Task statement: Every line in the data below that has the word "scale" should be returned.
----- Supplied records -----
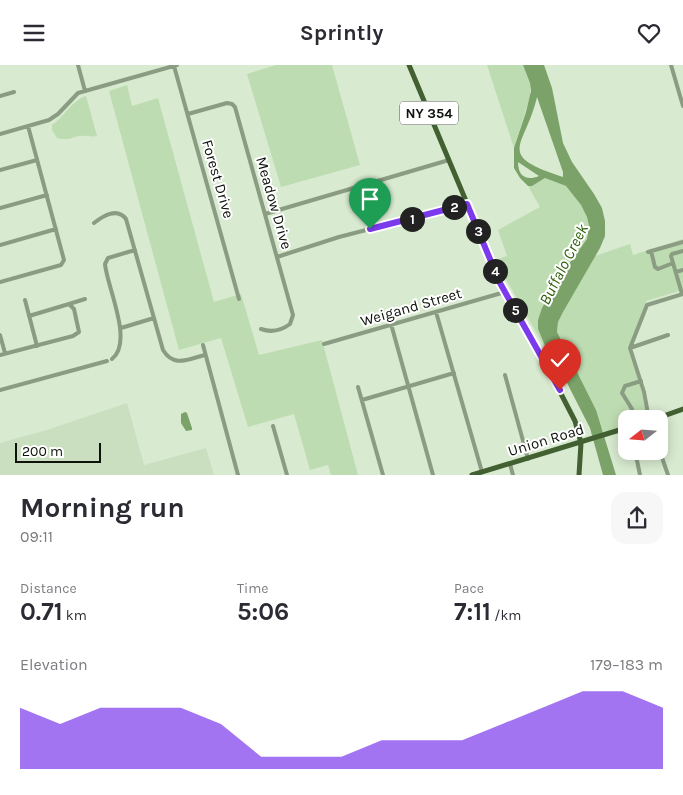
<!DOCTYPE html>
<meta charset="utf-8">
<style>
body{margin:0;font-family:Karla,sans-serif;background:#f7f7f7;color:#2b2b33;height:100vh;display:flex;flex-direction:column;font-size:19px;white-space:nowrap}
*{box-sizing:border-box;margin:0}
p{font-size:16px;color:#7c7c81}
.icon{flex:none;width:28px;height:28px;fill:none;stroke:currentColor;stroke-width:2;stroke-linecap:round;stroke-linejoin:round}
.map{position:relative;height:410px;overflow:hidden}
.side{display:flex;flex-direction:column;background:#fff;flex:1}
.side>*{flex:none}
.needle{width:32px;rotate:253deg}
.controls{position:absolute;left:618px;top:345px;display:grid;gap:10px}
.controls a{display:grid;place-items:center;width:50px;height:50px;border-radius:10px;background:#fff;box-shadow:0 2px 12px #0003;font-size:25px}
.scale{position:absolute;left:15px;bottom:12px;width:86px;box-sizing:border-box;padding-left:5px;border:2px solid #0d120a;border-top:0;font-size:14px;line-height:18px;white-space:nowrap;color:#0d120a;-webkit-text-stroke:4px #fff;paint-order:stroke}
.pin{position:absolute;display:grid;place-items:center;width:42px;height:42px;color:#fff;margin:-51px -21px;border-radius:50% 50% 50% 0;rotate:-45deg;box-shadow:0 0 5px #0007}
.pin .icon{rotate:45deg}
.km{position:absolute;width:25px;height:25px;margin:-12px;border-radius:50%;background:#222;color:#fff;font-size:14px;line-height:25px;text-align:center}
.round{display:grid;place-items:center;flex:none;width:52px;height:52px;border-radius:15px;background:#f7f7f7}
.headline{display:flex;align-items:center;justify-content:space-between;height:85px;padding:0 20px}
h1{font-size:28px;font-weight:700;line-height:38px}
.stats{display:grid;grid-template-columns:repeat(3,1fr);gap:8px;height:85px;padding:5px 20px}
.stats div{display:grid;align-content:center}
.stats b{font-size:25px;font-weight:700}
.stats small{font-size:14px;font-weight:400}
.stats p{font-size:14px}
.chart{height:140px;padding:10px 20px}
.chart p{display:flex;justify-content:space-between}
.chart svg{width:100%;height:90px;margin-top:5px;fill:#7c3aed;opacity:.7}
header{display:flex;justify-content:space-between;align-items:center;height:65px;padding:0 20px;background:#fff;font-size:22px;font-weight:700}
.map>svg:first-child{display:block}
.built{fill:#c9dfbf}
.green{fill:#bedcb1}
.water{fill:#7ba268;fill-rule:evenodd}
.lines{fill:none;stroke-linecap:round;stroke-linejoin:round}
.minor{stroke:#8a9c82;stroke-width:4}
.major{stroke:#426032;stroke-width:5}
.route-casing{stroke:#fff;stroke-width:10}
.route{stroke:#7c3aed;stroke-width:6}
.labels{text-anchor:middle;stroke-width:4;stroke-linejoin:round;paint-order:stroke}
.shield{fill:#fff;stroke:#565954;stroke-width:1}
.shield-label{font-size:14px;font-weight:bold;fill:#0d120a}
.street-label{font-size:15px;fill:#0d120a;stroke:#fff}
.water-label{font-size:16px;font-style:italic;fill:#30610c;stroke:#fff}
</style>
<header><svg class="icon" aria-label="menu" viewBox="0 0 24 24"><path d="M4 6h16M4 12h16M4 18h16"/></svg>Sprintly<svg class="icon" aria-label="heart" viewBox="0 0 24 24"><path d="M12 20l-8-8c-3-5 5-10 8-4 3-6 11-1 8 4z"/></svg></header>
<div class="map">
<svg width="683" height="410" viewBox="0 0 683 410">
<rect width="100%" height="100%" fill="#d8ead0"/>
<path class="built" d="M127 338 144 400 206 383 214 410H0V378L47 365Z"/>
<path class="green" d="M276 0H332L360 100 281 122 247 9Z
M487 0H523L530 18V32L514 83Z
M127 20 132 41 158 33 214 237 241 229 259 290 322 275 358 410H331L328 400 310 405 294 349 248 362 221 273 179 285 109 26Z
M86 31 97 71C91 72 90 71 85 71 75 69 71 77 57 73L52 65V60C65 51 71 36 86 31Z
M545 113 566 121 581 140 587 152 589 161 587 174 558 214 542 243 543 276 549 290 495 195 507 191 498 165 540 142 528 121H532Z
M683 174V225L646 236 647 240 630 283 649 354H626V363L605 370 561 277 557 267 558 257 572 228 595 191 630 179 633 190Z"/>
<path class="water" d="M523 0H544L552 23 563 78 572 97 594 129 602 143 605 156V171L600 183 563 247 558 257 557 267 596 345 616 410H603L590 363 566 316 549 290 538 264V255L542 243 558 214 587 174 589 161 587 152 581 140 566 121 545 113 532 121H528L520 113 514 103V83L526 47 531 26 530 18ZM537 32 563 107V112C494 90 525 83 537 32ZM518 97 539 111C527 116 518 112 518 97Z
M185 347 187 348 192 363V365L186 366 181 358V349Z"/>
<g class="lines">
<path class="minor" d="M78 0 85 26
M671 0 683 41
M174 1 239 234
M0 31 14 27
M188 49 227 38 232 39 235 42 293 250 290 259C282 265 272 268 261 264
M0 69 49 55 58 49 78 28 177 0
M0 105 37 95
M0 143 47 130
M265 149 449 95
M94 158C103 151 117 142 126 154L163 285C174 303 188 294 205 290
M0 180 56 164
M651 186 655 202 658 204 673 198
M648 187 683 177
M277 192 339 172 467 139
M676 207 683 205
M0 217 61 200 64 195 28 61
M682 229 671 191 672 189 683 186
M25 235 37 281
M69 239 85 234
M436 247 482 407
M391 259 433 410
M121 263 154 253
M0 270 5 288
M324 279 505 227
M203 280 238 410
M630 283 668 270
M0 290 73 271 79 267 74 244 69 239 29 251
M112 294C134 277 107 222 105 199L108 193 135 185
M505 310 528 394
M358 322 383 410
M0 325 107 296
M362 335 454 308
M629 354 632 344 622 328 625 321 641 316
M649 354 644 327 630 283 647 240 683 229
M273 361 287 410
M659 384 668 410
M635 386 640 410
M510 399 513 410"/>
<path class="major" d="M409 0 500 217 541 290 575 356 581 378 579 410
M655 354 683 344
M472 410 626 363"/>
</g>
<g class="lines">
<defs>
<path id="route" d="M370 164 467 139 500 218 560 325"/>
</defs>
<use href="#route" class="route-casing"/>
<use href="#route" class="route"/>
</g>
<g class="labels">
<rect class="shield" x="400" y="36.5" width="58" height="23" rx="4"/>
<g class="shield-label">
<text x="429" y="53">NY 354</text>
</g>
<g class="street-label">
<text transform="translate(218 114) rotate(74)" y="5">Forest Drive</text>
<text transform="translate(274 138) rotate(74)" y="5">Meadow Drive</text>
<text transform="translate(411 242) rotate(-16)" y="5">Weigand Street</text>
<text transform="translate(546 375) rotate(-17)" y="5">Union Road</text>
</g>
<g class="water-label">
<text transform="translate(563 199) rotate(-63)" y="6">Buffalo Creek</text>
</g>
</g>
</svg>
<div class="controls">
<a><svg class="needle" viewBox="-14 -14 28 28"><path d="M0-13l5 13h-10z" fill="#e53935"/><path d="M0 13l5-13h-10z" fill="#7c7c81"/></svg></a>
</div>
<div class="scale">200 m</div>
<div class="pin" style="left:370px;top:164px;background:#1e9e55"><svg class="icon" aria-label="arrive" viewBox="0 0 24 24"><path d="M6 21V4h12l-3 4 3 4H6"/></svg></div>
<div class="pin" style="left:560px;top:325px;background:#d93025"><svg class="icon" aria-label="check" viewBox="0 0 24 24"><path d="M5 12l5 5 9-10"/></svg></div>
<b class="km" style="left:412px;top:154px">1</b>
<b class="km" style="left:454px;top:142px">2</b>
<b class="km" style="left:478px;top:166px">3</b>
<b class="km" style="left:495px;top:206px">4</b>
<b class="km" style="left:515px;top:245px">5</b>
</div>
<section class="side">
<div class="headline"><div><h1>Morning run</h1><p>09:11</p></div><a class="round"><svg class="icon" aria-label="share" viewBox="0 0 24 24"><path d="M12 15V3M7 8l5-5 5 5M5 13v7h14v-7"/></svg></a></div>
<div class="stats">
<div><p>Distance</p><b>0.71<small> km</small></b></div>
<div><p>Time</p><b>5:06</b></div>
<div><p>Pace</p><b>7:11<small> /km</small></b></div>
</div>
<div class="chart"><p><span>Elevation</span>179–183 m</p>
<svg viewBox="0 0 160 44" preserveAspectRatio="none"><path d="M0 44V14L10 22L20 14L30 14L40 14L50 22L60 38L70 38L80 38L90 30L100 30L110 30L120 22L130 14L140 6L150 6L160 14V44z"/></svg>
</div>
</section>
-----
Exercise solution:
.scale{position:absolute;left:15px;bottom:12px;width:86px;box-sizing:border-box;padding-left:5px;border:2px solid #0d120a;border-top:0;font-size:14px;line-height:18px;white-space:nowrap;color:#0d120a;-webkit-text-stroke:4px #fff;paint-order:stroke}
<div class="scale">200 m</div>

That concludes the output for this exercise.